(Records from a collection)

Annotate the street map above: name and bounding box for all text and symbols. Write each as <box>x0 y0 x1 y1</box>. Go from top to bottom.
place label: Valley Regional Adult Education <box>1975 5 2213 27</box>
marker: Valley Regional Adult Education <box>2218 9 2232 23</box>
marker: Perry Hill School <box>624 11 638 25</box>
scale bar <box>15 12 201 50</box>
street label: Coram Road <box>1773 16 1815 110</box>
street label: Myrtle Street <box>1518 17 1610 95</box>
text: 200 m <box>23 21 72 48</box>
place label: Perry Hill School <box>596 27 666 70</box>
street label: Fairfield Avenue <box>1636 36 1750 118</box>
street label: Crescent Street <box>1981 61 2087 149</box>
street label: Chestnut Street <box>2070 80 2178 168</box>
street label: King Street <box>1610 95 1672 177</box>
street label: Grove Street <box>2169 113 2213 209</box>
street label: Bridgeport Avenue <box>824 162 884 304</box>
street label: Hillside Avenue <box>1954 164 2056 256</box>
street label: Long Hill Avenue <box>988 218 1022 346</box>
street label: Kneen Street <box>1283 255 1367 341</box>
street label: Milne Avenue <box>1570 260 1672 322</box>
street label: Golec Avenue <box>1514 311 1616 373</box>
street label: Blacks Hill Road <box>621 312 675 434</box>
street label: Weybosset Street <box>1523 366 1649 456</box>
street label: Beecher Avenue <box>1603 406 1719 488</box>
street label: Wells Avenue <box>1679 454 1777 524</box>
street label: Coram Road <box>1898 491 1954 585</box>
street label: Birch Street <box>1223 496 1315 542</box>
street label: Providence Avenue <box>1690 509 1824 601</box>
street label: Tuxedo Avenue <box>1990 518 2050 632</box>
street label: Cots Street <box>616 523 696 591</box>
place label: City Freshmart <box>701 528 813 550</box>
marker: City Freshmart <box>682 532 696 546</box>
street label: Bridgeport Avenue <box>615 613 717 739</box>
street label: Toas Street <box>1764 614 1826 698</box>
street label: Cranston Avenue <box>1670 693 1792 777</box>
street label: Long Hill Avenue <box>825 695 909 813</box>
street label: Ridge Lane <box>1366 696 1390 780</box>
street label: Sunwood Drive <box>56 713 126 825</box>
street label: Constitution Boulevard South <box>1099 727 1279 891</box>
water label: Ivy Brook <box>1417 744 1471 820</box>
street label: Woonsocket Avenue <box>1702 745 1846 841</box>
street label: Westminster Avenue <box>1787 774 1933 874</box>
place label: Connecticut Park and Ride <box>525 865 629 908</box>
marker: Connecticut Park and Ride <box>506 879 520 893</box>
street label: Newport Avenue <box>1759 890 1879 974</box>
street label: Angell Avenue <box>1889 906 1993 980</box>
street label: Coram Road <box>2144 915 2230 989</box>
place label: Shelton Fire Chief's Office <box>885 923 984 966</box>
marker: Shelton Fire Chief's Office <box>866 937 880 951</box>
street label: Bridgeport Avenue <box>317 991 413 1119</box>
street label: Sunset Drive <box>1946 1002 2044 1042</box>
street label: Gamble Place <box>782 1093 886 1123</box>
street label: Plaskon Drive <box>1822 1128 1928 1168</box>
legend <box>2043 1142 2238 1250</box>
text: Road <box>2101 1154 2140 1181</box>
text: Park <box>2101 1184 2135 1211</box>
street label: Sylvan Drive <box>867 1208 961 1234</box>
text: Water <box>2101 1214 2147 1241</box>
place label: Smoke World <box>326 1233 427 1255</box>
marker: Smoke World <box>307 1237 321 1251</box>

▶ [WHAT TO DO]
Find the lines in the records that contain the word "Ride", then copy every one of them.

▶ [RESPONSE FOR THIS EXERCISE]
place label: Connecticut Park and Ride <box>525 865 629 908</box>
marker: Connecticut Park and Ride <box>506 879 520 893</box>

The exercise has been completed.